Application to gene expression data

Up to now, we only verified the effectiveness of the GDNB method on the simulation data, and below we further demonstrate it on the real data, i.e., gene expression data, which records the regeneration process of mouse muscle after cardiotoxin injection, consisting of expression data of more than 10,000 genes at 27 time points (two samples for each, Fig. 5a shows the heatmap of the expression data)⁴³. The process of muscle regeneration can be described by the schematic diagram in Fig. 5b.
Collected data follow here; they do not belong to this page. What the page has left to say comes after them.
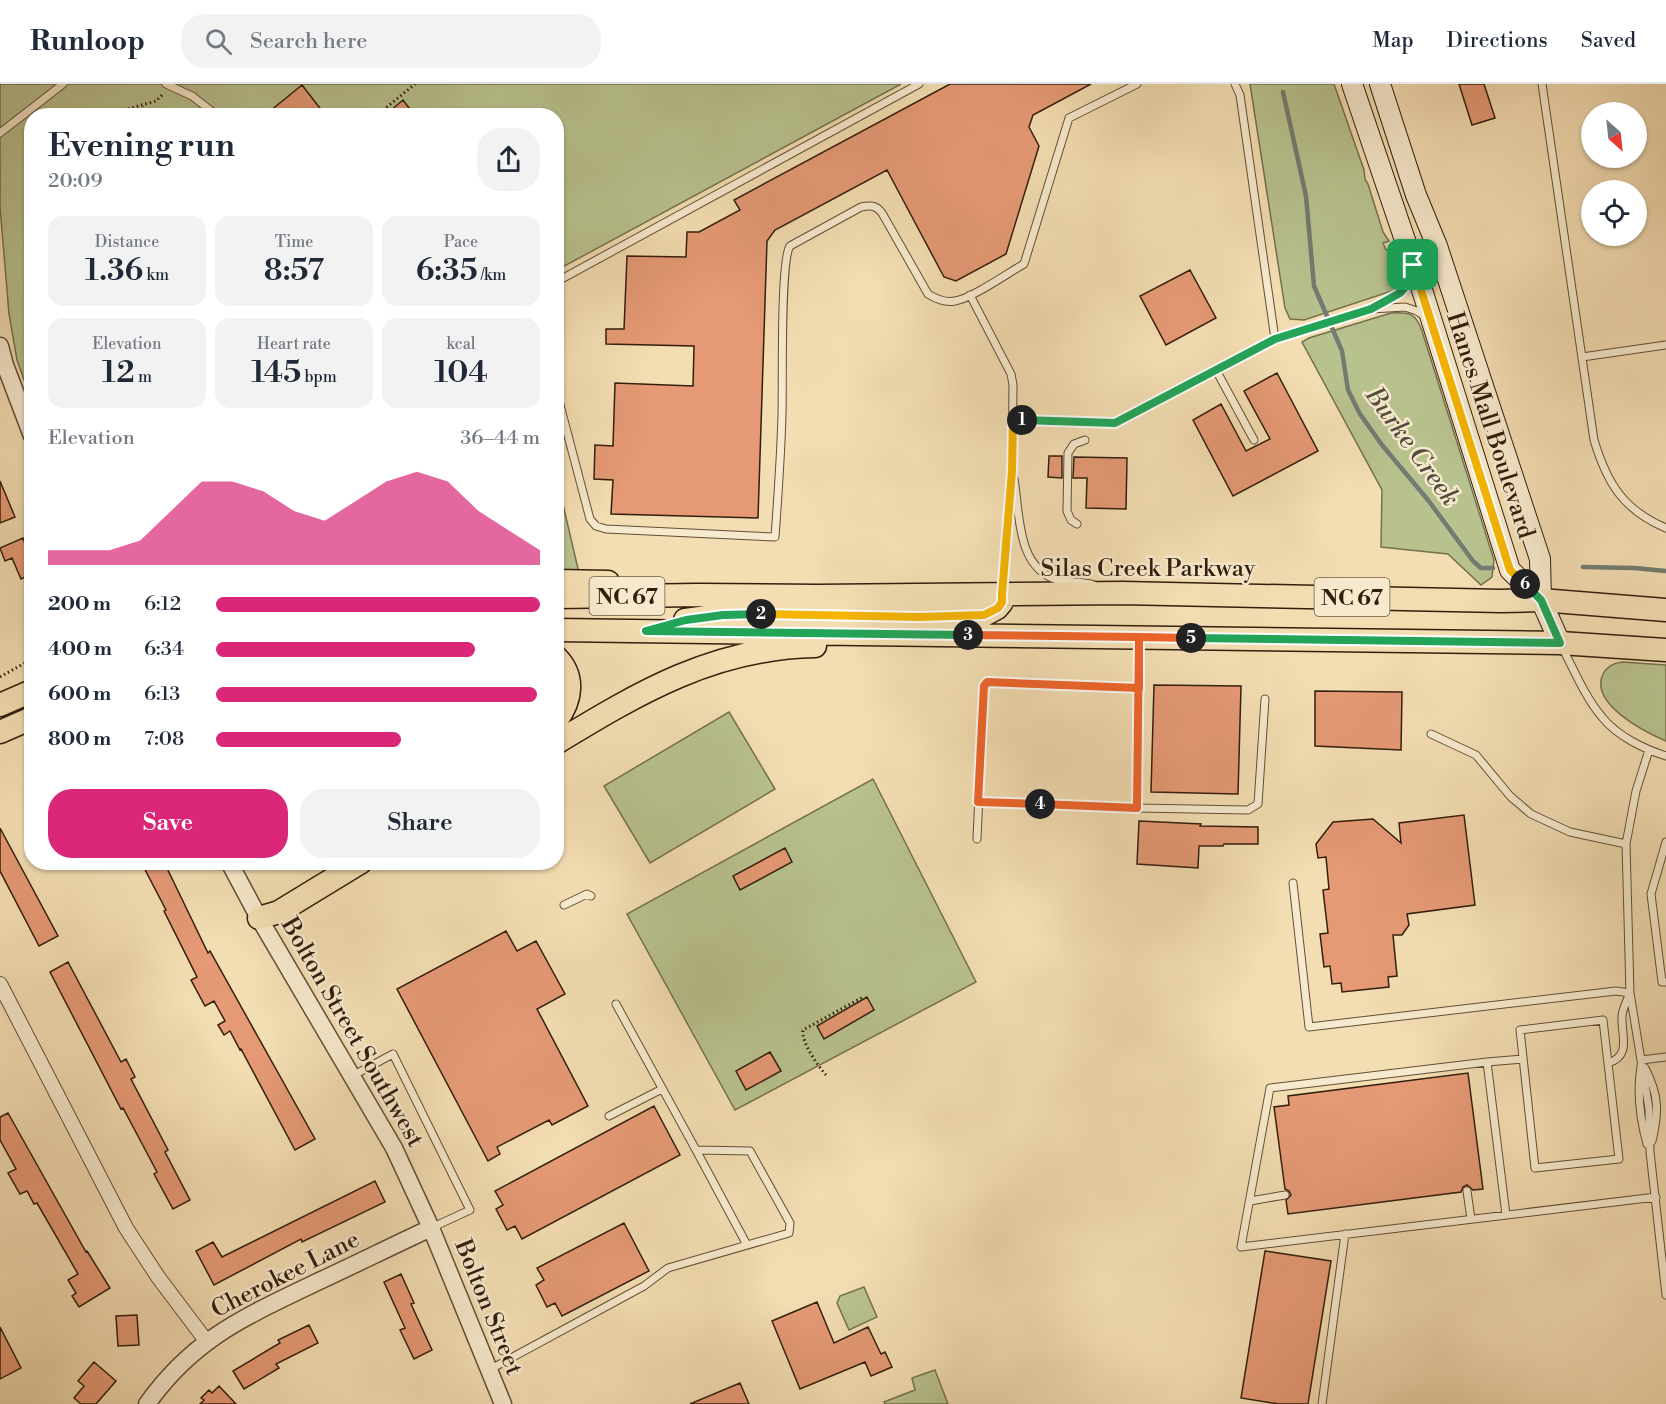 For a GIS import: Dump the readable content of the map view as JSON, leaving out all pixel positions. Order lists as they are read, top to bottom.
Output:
{
  "streets": {
    "main road": ["Hanes Mall Boulevard", "Silas Creek Parkway", "NC 67"],
    "street": ["Bolton Street Southwest", "Cherokee Lane", "Bolton Street"]
  },
  "crossings": [
    ["Hanes Mall Boulevard", "Silas Creek Parkway"],
    ["Hanes Mall Boulevard", "NC 67"],
    ["Bolton Street Southwest", "Cherokee Lane"],
    ["Bolton Street Southwest", "Bolton Street"],
    ["Cherokee Lane", "Bolton Street"]
  ],
  "water": ["Burke Creek"],
  "north": "bottom right",
  "page": {
    "header": "Runloop",
    "search": "Search here",
    "nav": ["Map", "Directions", "Saved"],
    "heading": ["Evening run", "20:09"],
    "stats": [
      ["Distance", "1.36 km"],
      ["Time", "8:57"],
      ["Pace", "6:35 /km"],
      ["Elevation", "12 m"],
      ["Heart rate", "145 bpm"],
      ["kcal", "104"]
    ],
    "pins": [
      "1",
      "6",
      "2",
      "3",
      "5",
      "4"
    ],
    "chart": ["Elevation", "36–44 m"],
    "list": [
      {
        "name": "200 m",
        "note": "6:12"
      },
      {
        "name": "400 m",
        "note": "6:34"
      },
      {
        "name": "600 m",
        "note": "6:13"
      },
      {
        "name": "800 m",
        "note": "7:08"
      }
    ],
    "buttons": ["Save", "Share"]
  }
}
Once the muscle is injured, a large number of quiescent satellite cells around the myofibers are activated and proliferated to produce a large number of myoblasts, then immature multinucleated myofibers (also known as myotube) can form based on the differentiation and fusion of these myoblasts. After that, the nucleus of satellite cell migrates to the subsarcolemmal position, which makes the immature myofiber mature, marking the completion of the muscle regeneration. If we perform hierarchical clustering on the expression data according to 27 time points, it can be found that these time points are roughly divided into three clusters (Fig. 5c). The cyan cluster contains 5 time points, that is, days 0, 16, 20, 30, and 40. Therefore, it is reasonable to assume that the damaged muscle was recovered on day 16. In addition, the red cluster consists of 2 time points, days 0.5 and 1, and the remaining time points belong to the yellow cluster. However, the meaning of this classification is not yet clear, more in-depth analysis is required.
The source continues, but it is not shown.